EAD-driven lipid and LNP analysis can help evaluate impurities early in the process – for instance, within a few weeks instead of one to two years down the line. This can help increase efficiency by focusing on the most promising carriers earlier and avoiding the discontinuation or change in the carrier formulation of a drug late in the development process. 

Considering regulations
 

Analytical procedures are subject to strict inspection. The Q2(R1) guidance document from the FDA indicates that the validation of an analytical procedure should take into account several criteria, including accuracy, repeatability, detection limit, quantification limit, and linearity. In addition, changes to the analytical procedure or to the content of a product could require another round of validation. Notably, the process and instrument parameters must be documented without exception. It is fair to say that manufacturers err on the side of caution and, especially for new modalities, seek guidance from regulators to ensure compliance. 

The COVID-19 vaccines are new products, partly based on new mechanisms, that were fast-tracked for approval. All good news – but the fear that something important might have been missed is deeply ingrained in the pharma industry; in the early ages of medicine, approval criteria were very loose and the understanding of risks was rudimentary. Today, every medicinal advance comes with it a need for analytical technology, complying with regulatory criteria, and increased understanding of chemical and biological mechanisms. 

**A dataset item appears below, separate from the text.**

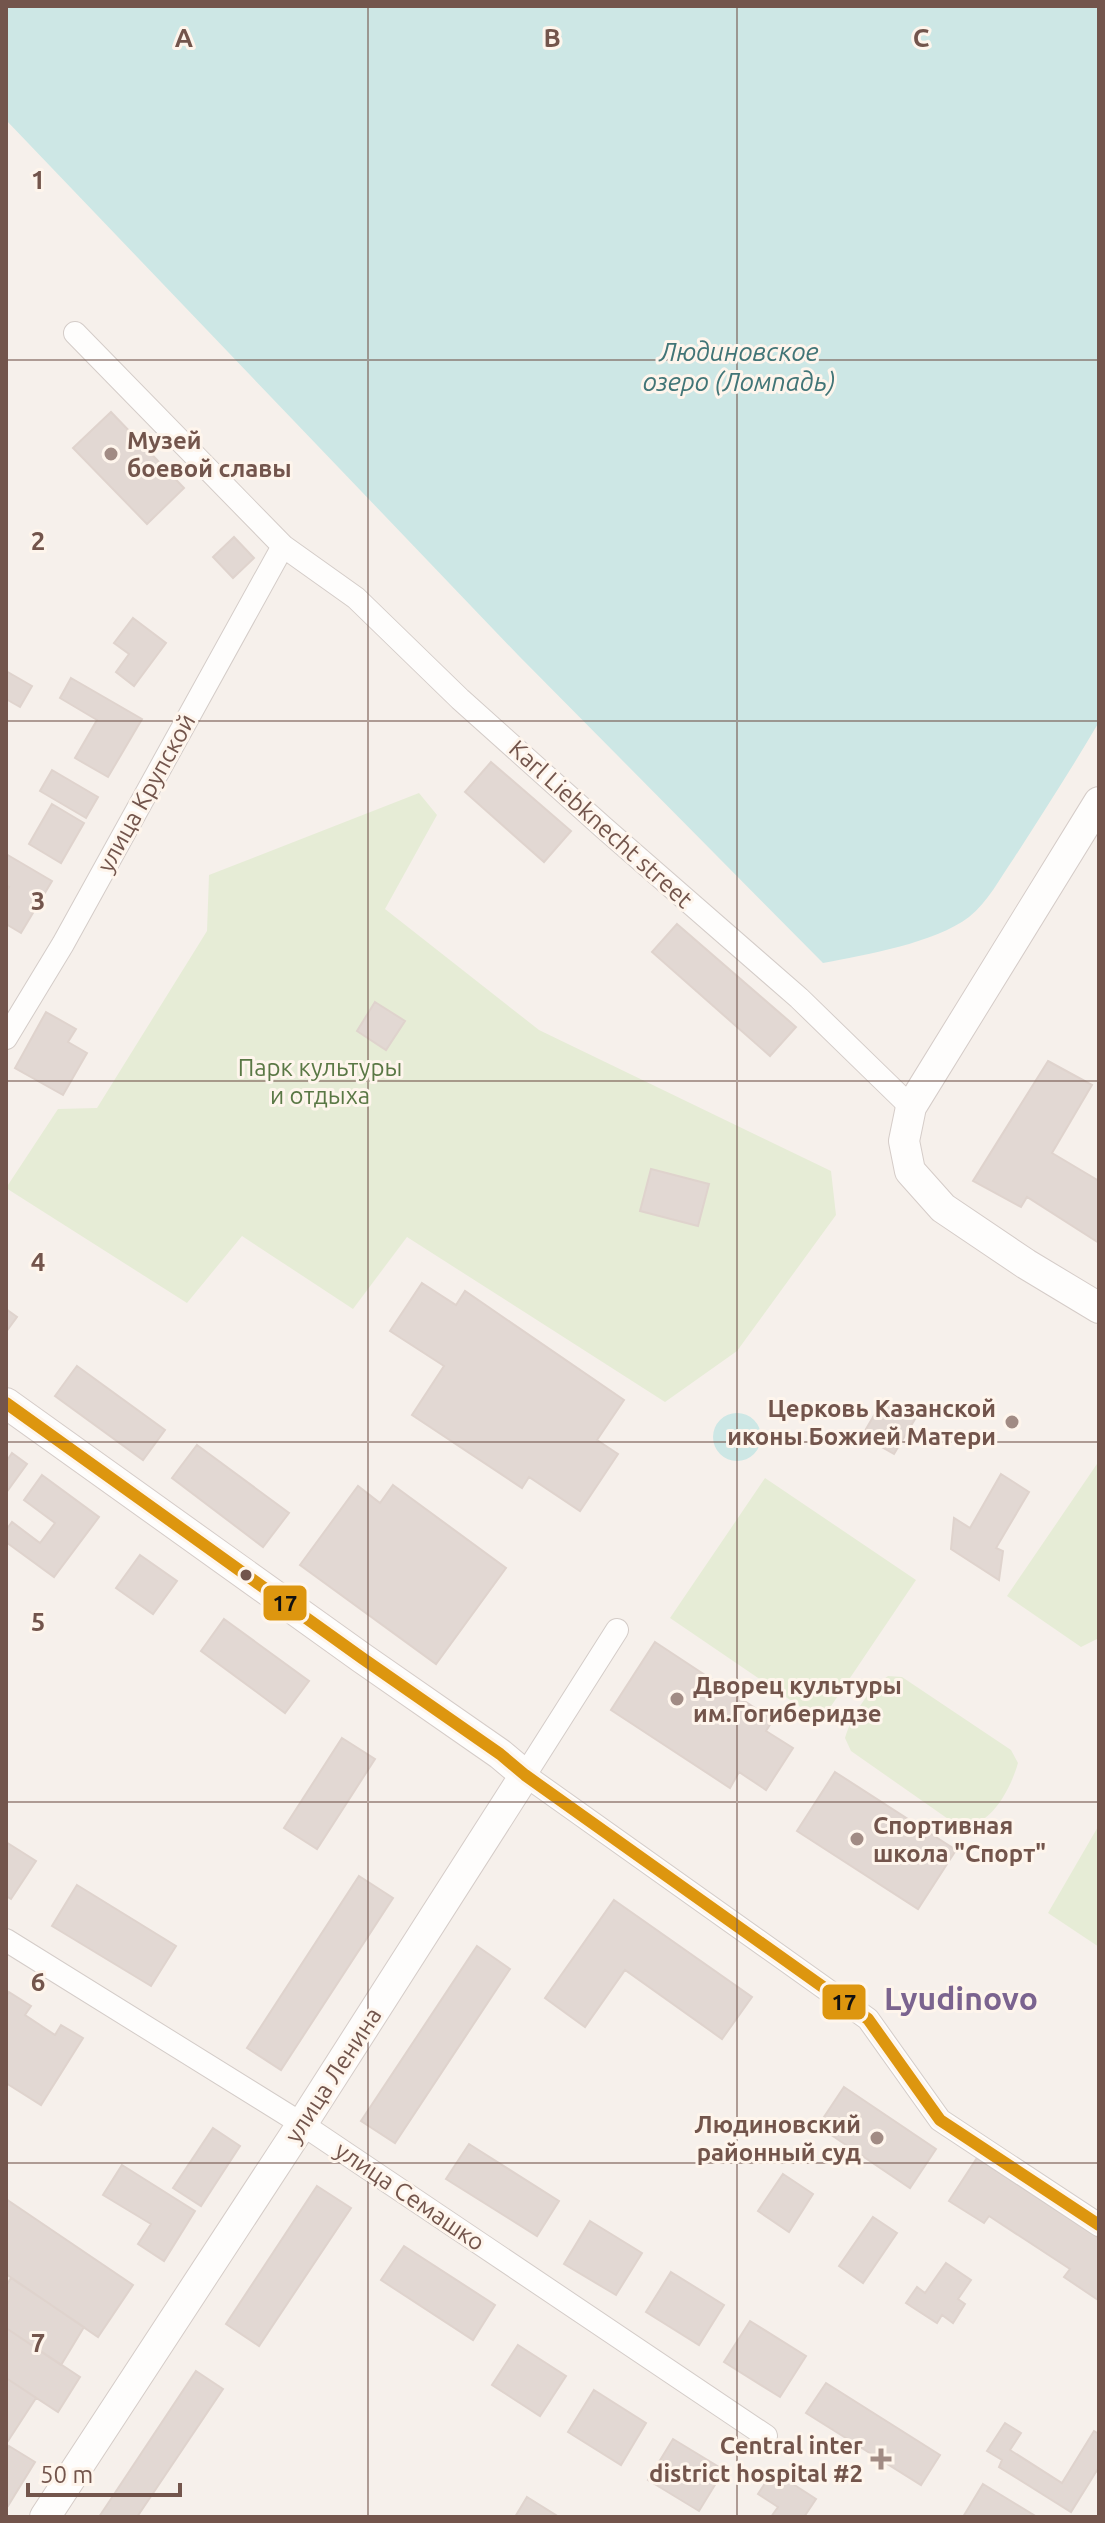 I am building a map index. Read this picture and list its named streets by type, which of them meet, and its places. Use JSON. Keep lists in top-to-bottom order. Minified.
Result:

Analytical technology will play its important role in ensuring proper development of future vaccines by detecting potentially harmful impurities at every step of the production process and by documenting the integrity and functionality of both the genetic cargo and its carrier. Though scientific proof of the safety and efficacy of these products can and must be provided, it will take time for new, next-generation products to be fully trusted and accepted. I’m hopeful that analytical science can help establish the legitimacy of mRNA-based vaccines and therapeutics in the public eye.